*** AVAILABLE DATA Section Begins ***

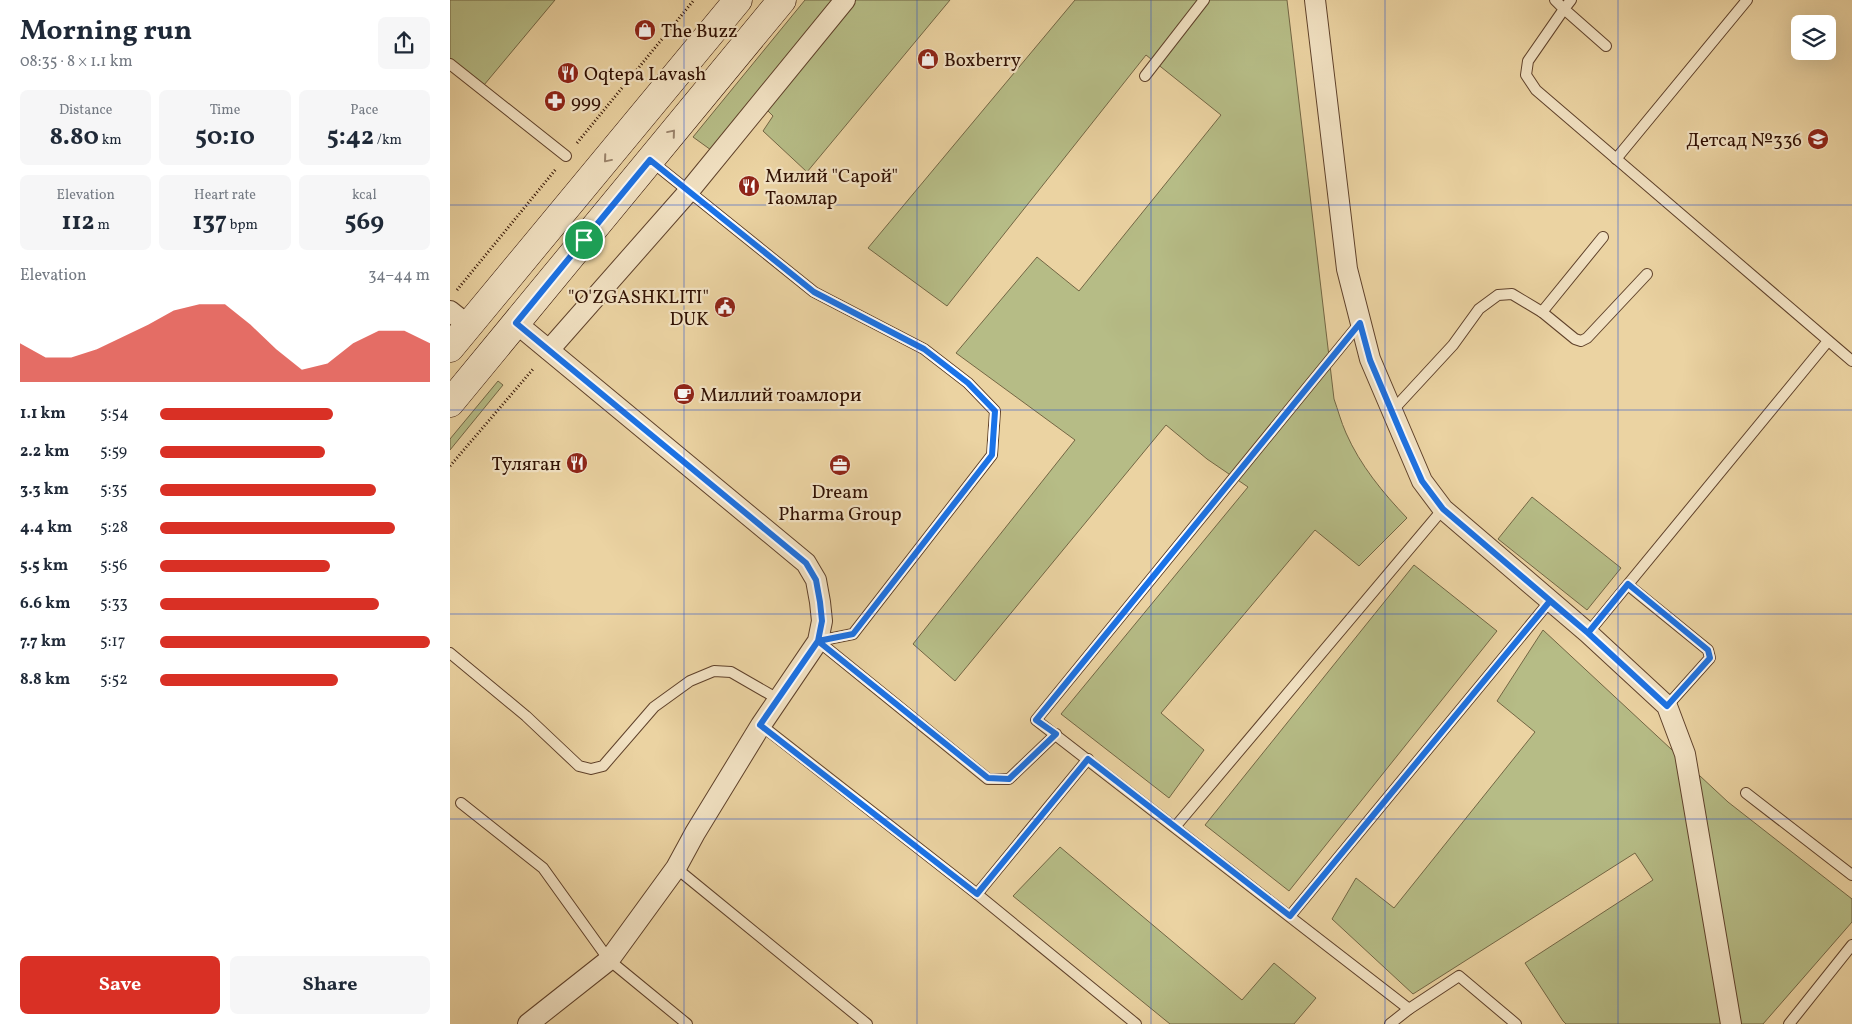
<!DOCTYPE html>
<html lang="en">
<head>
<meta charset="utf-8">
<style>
  body { margin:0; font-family:Vollkorn,serif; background:#f6f6f7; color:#1f2937; height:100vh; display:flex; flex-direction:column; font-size:19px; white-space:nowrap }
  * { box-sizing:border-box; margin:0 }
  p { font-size:16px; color:#747a83 }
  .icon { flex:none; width:28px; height:28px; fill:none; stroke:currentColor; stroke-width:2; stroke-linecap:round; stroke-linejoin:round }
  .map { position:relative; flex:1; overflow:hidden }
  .drawer { display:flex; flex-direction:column; background:#fff; width:450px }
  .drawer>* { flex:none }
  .controls { position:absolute; left:1341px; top:15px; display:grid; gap:10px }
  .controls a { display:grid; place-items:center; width:45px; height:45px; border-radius:8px; background:#fff; box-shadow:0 5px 20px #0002; font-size:25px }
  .pin { position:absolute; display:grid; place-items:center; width:42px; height:42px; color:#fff; margin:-21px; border:2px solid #fff; border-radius:50%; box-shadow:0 1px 5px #0007 }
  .round { display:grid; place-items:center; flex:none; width:52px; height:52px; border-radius:8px; background:#f6f6f7 }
  .head { display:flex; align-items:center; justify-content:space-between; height:85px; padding:0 20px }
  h1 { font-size:28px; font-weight:700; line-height:38px }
  .stats { display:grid; grid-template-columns:repeat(3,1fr); gap:8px; height:85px; padding:5px 20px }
  .stats div { display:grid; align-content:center; border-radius:8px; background:#f6f6f7; text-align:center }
  .stats b { font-size:25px; font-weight:700 }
  .stats small { font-size:14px; font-weight:400 }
  .stats p { font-size:14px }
  .chart { height:140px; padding:10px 20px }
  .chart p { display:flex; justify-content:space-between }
  .chart svg { width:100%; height:90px; margin-top:5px; fill:#d93025; opacity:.7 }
  .action { display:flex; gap:10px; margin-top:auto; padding:10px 20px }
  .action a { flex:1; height:58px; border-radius:8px; background:#d93025; color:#fff; font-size:20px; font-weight:700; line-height:58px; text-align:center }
  .action a+a { background:#f6f6f7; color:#1f2937 }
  ul { padding:0 20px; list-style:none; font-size:16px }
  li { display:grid; grid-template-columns:80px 60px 1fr; align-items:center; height:38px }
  li i { height:12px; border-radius:6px; background:#d93025 }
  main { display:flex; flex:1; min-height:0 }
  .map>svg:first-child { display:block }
  .green { fill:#b6bc86; stroke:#736644 }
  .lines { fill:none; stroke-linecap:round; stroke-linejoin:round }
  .lane-casing { stroke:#5f412a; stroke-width:12 }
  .street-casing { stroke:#5f412a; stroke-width:22 }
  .secondary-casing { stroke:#301002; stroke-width:29 }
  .path { stroke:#301002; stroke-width:3; stroke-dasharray:1 2.5; stroke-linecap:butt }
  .lane { stroke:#f2e2c3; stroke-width:10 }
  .street { stroke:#f2e2c3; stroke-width:20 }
  .secondary { stroke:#f2e2c3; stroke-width:28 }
  .oneway { stroke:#9b846c }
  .route-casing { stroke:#fff; stroke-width:10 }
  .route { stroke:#1a73e8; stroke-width:6 }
  .grid { fill:none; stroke:#1d4ed8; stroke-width:1; stroke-opacity:0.55 }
  .labels { text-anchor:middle; stroke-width:4.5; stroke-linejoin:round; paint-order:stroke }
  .poi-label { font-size:19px; fill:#301002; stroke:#f2e2c3; text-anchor:start }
</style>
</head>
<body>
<main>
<section class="drawer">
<div class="head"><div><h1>Morning run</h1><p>08:35 · 8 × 1.1 km</p></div><a class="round"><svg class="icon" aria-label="share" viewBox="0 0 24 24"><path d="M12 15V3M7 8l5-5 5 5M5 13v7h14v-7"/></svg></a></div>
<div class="stats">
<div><p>Distance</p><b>8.80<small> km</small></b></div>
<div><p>Time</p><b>50:10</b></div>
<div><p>Pace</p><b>5:42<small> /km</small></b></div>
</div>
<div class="stats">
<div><p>Elevation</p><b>112<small> m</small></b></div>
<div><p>Heart rate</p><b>137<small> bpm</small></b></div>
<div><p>kcal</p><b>569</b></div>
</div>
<div class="chart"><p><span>Elevation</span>34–44 m</p>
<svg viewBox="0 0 160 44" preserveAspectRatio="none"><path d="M0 44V25L10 32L20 32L30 28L40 22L50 16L60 9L70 6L80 6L90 16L100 28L110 38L120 35L130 25L140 19L150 19L160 25V44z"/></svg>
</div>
<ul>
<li><b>1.1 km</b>5:54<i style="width:64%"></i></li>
<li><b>2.2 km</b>5:59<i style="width:61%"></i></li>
<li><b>3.3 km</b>5:35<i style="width:80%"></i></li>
<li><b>4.4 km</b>5:28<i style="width:87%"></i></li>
<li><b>5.5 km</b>5:56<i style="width:63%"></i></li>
<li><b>6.6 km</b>5:33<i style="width:81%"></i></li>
<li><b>7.7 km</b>5:17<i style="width:100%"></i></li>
<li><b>8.8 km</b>5:52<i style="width:66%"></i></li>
</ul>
<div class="action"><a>Save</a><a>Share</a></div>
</section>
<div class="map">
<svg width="1402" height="1024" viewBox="0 0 1402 1024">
  <rect width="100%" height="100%" fill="#ebd3a2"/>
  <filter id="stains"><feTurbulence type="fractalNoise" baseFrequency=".004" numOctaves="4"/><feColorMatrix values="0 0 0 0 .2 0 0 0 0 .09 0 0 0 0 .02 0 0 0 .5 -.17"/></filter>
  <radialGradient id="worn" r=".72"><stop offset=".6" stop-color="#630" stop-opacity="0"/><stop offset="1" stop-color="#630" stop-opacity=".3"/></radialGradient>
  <!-- green -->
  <g class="green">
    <polygon points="0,0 105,0 34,85 0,59"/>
    <polygon points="355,0 500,0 357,172 313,131 323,116 305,98 261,150 243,137"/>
    <path d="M 625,0 L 837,0 L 884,399 C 888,410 891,422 896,433 C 910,465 933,493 957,518 L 909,566 L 865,530 L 711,713 L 754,750 L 719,798 L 611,714 L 798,487 L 757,459 L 716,425 L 505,681 L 463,644 L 625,440 L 506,353 L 587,257 L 629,291 L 771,115 L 696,55 L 497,306 L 418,248 Z"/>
    <polygon points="48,381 53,385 0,450 0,439"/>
    <polygon points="1082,497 1171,568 1137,610 1048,539"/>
    <polygon points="964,565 1047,631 839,891 755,825"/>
    <polygon points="1093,630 1278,802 1402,899 1402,922 1313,1024 1116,1024 1113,1021 1075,963 1203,880 1185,853 963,994 882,919 906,878 944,908 1085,732 1047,701"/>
    <polygon points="610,847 792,1000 824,963 866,998 844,1024 720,1024 563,896"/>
  </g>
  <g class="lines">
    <!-- lane casing -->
    <g class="lane-casing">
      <g id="lane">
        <polyline points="1105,0 1114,9 1078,61 1076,75 1086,90 1402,361"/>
        <polyline points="1121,0 1114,9 1156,46"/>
        <polyline points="0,64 116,156"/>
        <polyline points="695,76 754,0"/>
        <polyline points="1166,159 1297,0"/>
        <polyline points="201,161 364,292 474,349 518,383 545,411 542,455 403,634 368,641"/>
        <polyline points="1092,312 1153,237"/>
        <polyline points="910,323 586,720 959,1009"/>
        <polyline points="942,411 1003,345 1029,309 1048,295 1062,294 1092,312 1125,339 1131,341 1137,338 1197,274"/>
        <polyline points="1178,585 1258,650 1260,658 1217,706"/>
        <polyline points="1138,633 1378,341"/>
        <polyline points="368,641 538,779 559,779 606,734"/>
        <polyline points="0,653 76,716 129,766 141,769 153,766 204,707 240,681 264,671 281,672 328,699"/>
        <polyline points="311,725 527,894 686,1024"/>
        <polyline points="1296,793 1402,875"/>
        <polyline points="11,803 93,868 159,960 237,1024"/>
        <polyline points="725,827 993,509"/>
        <polyline points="226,868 417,1024"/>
        <polyline points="527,894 638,759"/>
        <polyline points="840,916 1100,601"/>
        <polyline points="940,1024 959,1009 1009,976 1066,1024"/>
        <polyline points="1339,1024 1402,945"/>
      </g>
    </g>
    <!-- street casing -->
    <g class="street-casing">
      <g id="street">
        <polyline points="865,0 897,269 920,359 972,481 993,509 1138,633 1217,706 1235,754 1281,1024"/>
        <polyline points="0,311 19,326"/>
        <polyline points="66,323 356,563 366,580 370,602 372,621 368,641 311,725 245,833 226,868 159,960 78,1024"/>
        <polyline points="99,350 239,191 395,0"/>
      </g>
    </g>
    <!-- secondary casing -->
    <g class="secondary-casing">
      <g id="secondary">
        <polyline points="0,348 288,0"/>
        <polyline points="0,403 332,0"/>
      </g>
    </g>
    <!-- path -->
    <g class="path">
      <polyline points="127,143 244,0"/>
      <polyline points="7,290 106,169"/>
      <polyline points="0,466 84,368"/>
    </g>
    <!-- lane -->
    <use href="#lane" class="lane"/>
    <!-- street -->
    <use href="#street" class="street"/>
    <!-- secondary -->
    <use href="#secondary" class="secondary"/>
  </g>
  <!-- one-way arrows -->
  <defs><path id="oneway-chevron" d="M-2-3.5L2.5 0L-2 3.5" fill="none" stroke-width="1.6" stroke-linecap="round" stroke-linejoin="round" transform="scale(1.25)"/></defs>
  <g class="oneway">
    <use href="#oneway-chevron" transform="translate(222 133) rotate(-50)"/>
    <use href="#oneway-chevron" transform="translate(157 159) rotate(130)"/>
  </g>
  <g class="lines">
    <!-- route casing -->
    <g class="route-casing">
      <polyline id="route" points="134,240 66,323 356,563 366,580 370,602 372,621 368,641 310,725 527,894 638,759 840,916 1100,601 1138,633 1178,584 1258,650 1260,658 1217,706 1138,633 993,509 972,481 953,438 920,360 910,323 586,720 606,734 559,779 538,778 368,641 403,634 542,455 545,411 518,383 474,349 364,292 200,160 134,240"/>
    </g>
    <!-- route -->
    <use href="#route" class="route"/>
  </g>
  <!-- grid -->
  <path class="grid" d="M 234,0 L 234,1024M 467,0 L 467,1024M 701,0 L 701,1024M 935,0 L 935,1024M 1168,0 L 1168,1024M 0,205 L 1402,205M 0,410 L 1402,410M 0,614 L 1402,614M 0,819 L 1402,819"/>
  <!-- icons -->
  <defs>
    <g id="shop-disc" transform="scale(1.125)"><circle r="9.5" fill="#8f2418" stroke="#f2e2c3"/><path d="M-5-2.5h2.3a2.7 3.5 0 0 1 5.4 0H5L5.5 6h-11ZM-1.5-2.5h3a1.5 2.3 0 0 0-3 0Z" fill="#fff"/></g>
    <g id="restaurant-disc" transform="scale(1.125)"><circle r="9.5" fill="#8f2418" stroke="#f2e2c3"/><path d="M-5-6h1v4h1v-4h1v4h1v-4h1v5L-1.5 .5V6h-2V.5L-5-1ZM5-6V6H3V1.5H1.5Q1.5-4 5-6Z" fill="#fff"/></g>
    <g id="pharmacy-disc" transform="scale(1.125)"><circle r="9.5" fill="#8f2418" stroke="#f2e2c3"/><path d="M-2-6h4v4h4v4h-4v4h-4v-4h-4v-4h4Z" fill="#fff"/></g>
    <g id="school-disc" transform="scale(1.125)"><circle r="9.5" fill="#8f2418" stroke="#f2e2c3"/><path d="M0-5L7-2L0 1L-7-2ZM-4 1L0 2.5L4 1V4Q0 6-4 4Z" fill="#fff"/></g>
    <g id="civic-disc" transform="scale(1.125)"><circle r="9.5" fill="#8f2418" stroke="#f2e2c3"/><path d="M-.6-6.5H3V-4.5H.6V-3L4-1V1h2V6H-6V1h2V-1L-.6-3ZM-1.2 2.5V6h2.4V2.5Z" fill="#fff"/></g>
    <g id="cafe-disc" transform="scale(1.125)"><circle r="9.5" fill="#8f2418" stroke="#f2e2c3"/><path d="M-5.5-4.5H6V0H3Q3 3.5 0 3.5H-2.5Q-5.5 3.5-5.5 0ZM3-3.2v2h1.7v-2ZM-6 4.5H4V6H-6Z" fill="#fff"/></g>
    <g id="office-disc" transform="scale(1.125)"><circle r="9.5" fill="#8f2418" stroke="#f2e2c3"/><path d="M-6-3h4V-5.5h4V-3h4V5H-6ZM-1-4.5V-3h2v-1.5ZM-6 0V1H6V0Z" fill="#fff"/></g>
  </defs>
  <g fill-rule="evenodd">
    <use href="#shop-disc" x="195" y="30"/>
    <use href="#shop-disc" x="478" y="59"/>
    <use href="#restaurant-disc" x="118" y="73"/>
    <use href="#pharmacy-disc" x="105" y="101"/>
    <use href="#school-disc" x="1368" y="139"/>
    <use href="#restaurant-disc" x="299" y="186"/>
    <use href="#civic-disc" x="275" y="307"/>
    <use href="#cafe-disc" x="234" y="394"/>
    <use href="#restaurant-disc" x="127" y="463"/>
    <use href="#office-disc" x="390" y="465"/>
  </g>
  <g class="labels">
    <!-- poi labels -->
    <g class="poi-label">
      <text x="211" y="37">The Buzz</text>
      <text x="494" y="66">Boxberry</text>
      <text x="134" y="80">Oqtepa Lavash</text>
      <text x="121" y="108">999</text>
      <text x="1352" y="146" text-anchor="end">Детсад №336</text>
      <text x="315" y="182">Милий "Сарой"<tspan x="315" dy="22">Таомлар</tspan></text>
      <text x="259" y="303" text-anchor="end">"O'ZGASHKLITI"<tspan x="259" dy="22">DUK</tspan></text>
      <text x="250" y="401">Миллий тоамлори</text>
      <text x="111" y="470" text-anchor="end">Туляган</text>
      <text x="390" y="498" text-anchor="middle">Dream<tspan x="390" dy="22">Pharma Group</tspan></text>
    </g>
  </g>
  <rect width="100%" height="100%" filter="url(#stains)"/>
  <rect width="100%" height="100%" fill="url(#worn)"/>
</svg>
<div class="controls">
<a><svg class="icon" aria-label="layers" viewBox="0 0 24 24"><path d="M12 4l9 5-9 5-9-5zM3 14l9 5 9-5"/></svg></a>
</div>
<div class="pin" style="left:134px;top:240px;background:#1e9e55"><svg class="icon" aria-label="arrive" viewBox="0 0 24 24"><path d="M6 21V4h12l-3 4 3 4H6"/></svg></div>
</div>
</main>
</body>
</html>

*** AVAILABLE DATA Section Ends ***

> _PROBLEM DESCRIPTION_:
Your job is to copy out every line from the records above that has the word "absolute".

> _SOLVED EXERCISE_:
  .controls { position:absolute; left:1341px; top:15px; display:grid; gap:10px }
  .pin { position:absolute; display:grid; place-items:center; width:42px; height:42px; color:#fff; margin:-21px; border:2px solid #fff; border-radius:50%; box-shadow:0 1px 5px #0007 }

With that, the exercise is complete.